• [Task item]: Every record below should be printed exactly, except for the pictures.

Stored dataset items
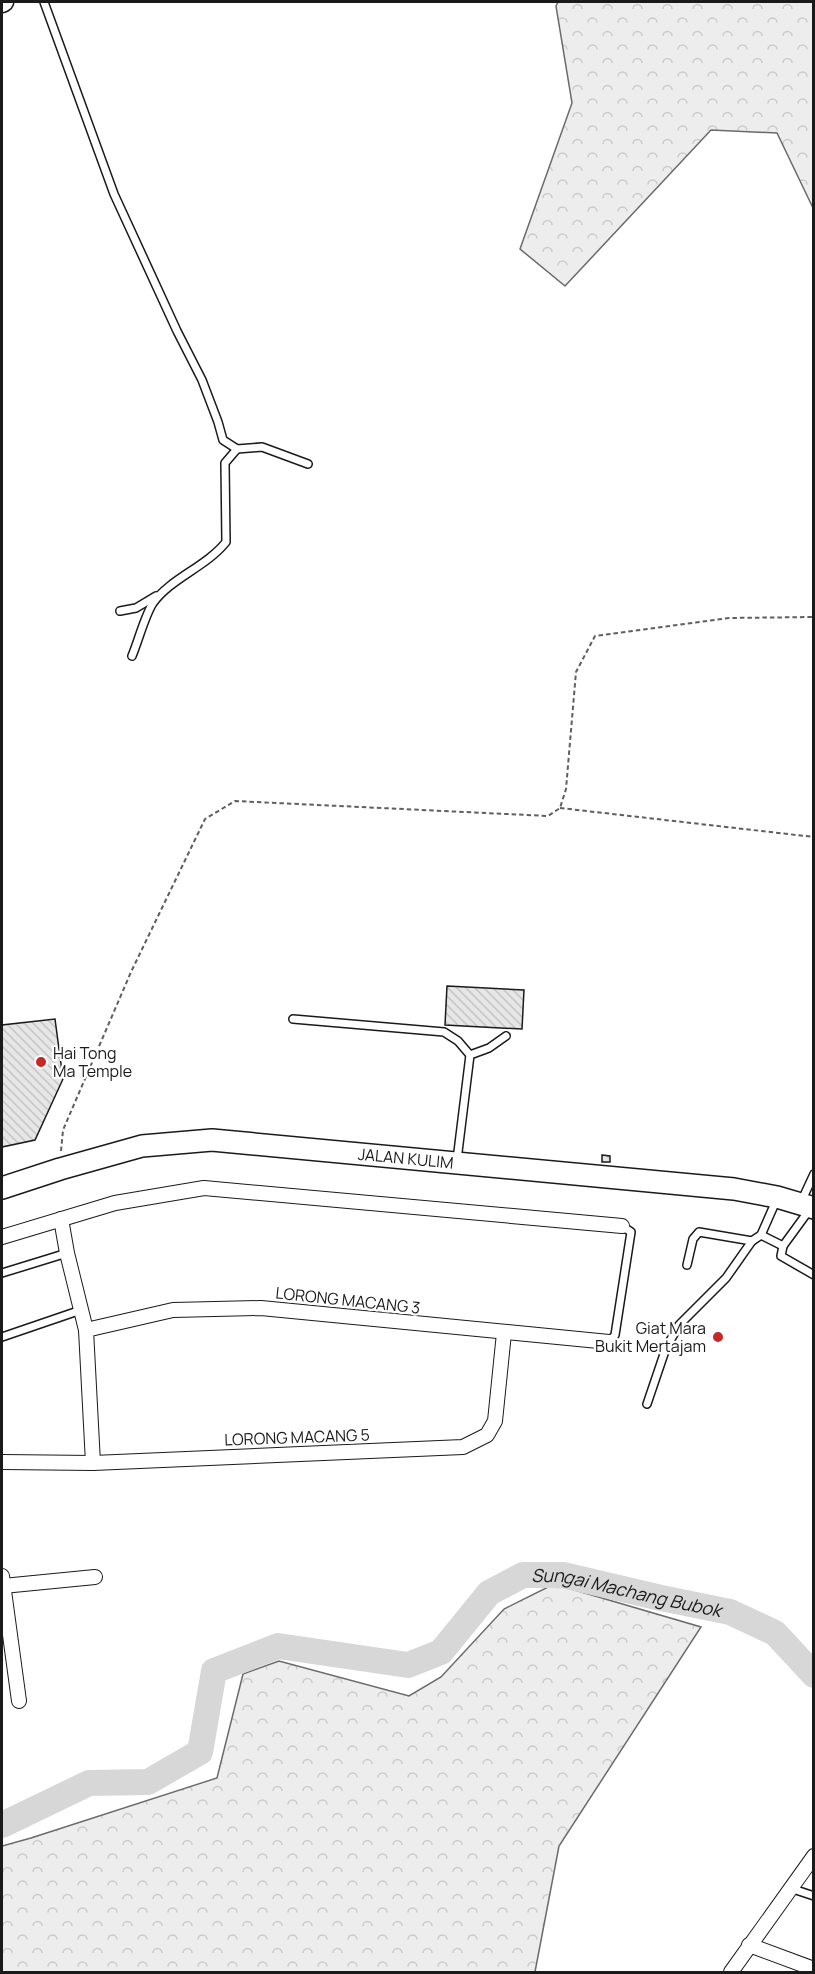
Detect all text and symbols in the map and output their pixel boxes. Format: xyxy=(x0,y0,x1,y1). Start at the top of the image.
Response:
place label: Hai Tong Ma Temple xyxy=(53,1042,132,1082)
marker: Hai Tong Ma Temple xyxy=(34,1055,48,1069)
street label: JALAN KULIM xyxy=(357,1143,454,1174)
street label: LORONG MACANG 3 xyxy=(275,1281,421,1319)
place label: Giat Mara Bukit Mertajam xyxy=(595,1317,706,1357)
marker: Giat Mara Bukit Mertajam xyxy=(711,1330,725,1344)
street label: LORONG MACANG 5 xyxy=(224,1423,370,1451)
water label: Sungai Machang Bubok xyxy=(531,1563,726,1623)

• [Solution for this task]:
Detect all text and symbols in the map and output their pixel boxes. Format: xyxy=(x0,y0,x1,y1). Start at the top of the image.
Response:
place label: Hai Tong Ma Temple xyxy=(53,1042,132,1082)
marker: Hai Tong Ma Temple xyxy=(34,1055,48,1069)
street label: JALAN KULIM xyxy=(357,1143,454,1174)
street label: LORONG MACANG 3 xyxy=(275,1281,421,1319)
place label: Giat Mara Bukit Mertajam xyxy=(595,1317,706,1357)
marker: Giat Mara Bukit Mertajam xyxy=(711,1330,725,1344)
street label: LORONG MACANG 5 xyxy=(224,1423,370,1451)
water label: Sungai Machang Bubok xyxy=(531,1563,726,1623)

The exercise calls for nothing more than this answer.